As we stood together, my eye caught the glint of a chipped basin on the corner table, and I smiled.

At first, his room appeared sparse, as if he’d never intended to stay. But now I realized everything had a memory attached to it. The basin I’d broken as a child. The blanket he’d hidden when I’d accidentally caught my room on fire and scorched it. The sword his mother had given him when we’d snuck out to meet her.

“What is it?” Chevelle asked as he turned to hold me in his arms.

“I was just thinking,” I lied, “that we should move into the main suites. Now that we are bound.” My head tilted briefly to the side. “If you can give up this view, that is.”

He stared down at me, the corner of his mouth pulling up in a sexy smile, and answered, “I quite prefer another view.”

I laid my hand on his chest, over the beat of his heart, and he leaned down. His lips brushed softly over mine.
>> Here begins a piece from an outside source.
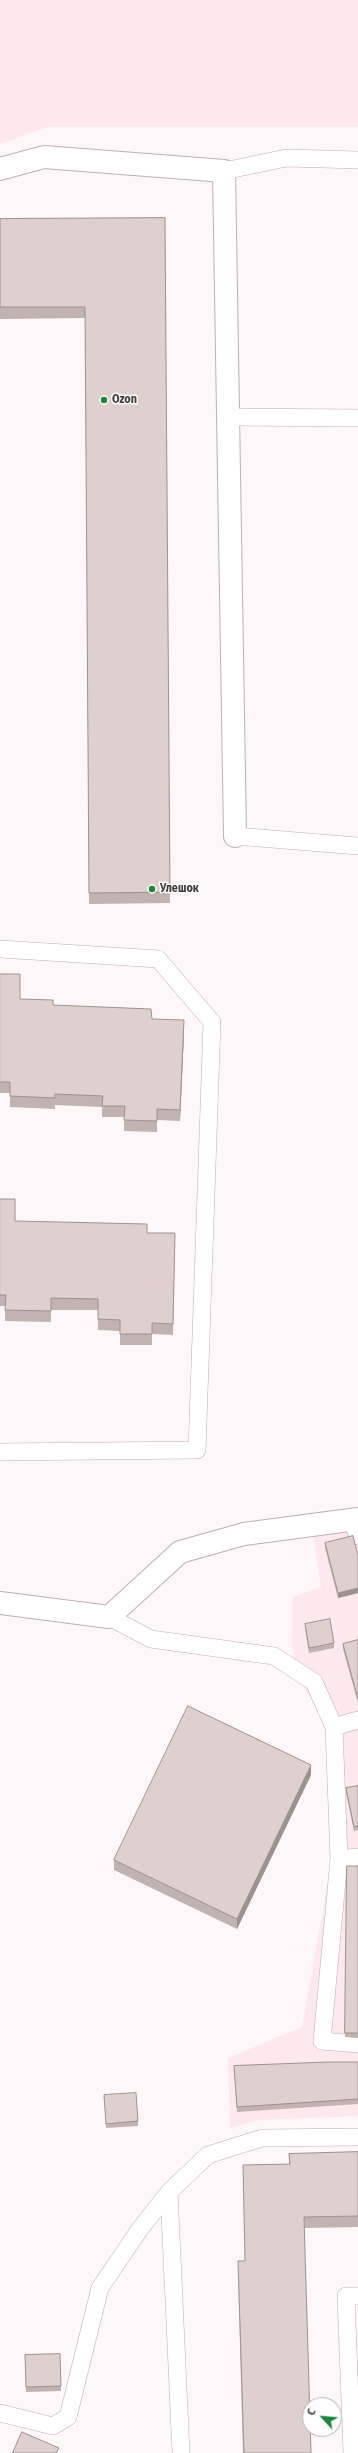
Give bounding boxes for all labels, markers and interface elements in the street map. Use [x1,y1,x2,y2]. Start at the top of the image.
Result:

The kiss was sweet, slow. It said we had time.

It said we had forever.





The next day, I sat kneeling in front of my bureau. It had been my first real night with Chevelle, and I’d woken refreshed, my dreams no longer haunted by flame. My issues, if temporarily, had been laid to rest.

The fey had been watching us for a long time, maybe guiding things to their own advantage. But for now, I felt safe. We had the north, and Junnie’s new council the south. We had balanced the power, so there was no need for war. But if Veil were pushed, if the fey would strike, together we could overcome them.

“You have almost nothing of interest in here,” Ruby complained from the wardrobe behind me.

“Well,” I answered, not looking away from my task, “then it should be fairly easy to move.”

Ruby laughed, but I did, in truth, have plenty of interest here. I thought of the box, hidden beneath the stone floor below the bed.

It was time to start a new life, new memories. The others were buried within the box, as they should be.

“I still have some things to work out,” Ruby murmured. “But at least I know where the wolves were all that time.”

I slid the bureau drawer shut and stacked the filled box with the others.

“Like these,” Ruby continued, walking over to hand me a small slip of paper.

I turned, taking one last, long look out my window.

Fellon Strago Dreg.

Even Chevelle had not known the meaning when he’d used the message so long ago. He’d simply seen the opportunity and taken it.

“So,” Ruby reminded me, “What’s it mean?”

I glanced down at the message, written in my mother’s hand.

The warning had followed me, questioned my every move. And it was still here now, in the midst of so much rightness. As I had accepted my place under the weight of the throne.

I couldn’t help the sardonic smile that crossed my lips before I answered her question.

“Nothing as it seems, Ruby. Nothing as it seems.”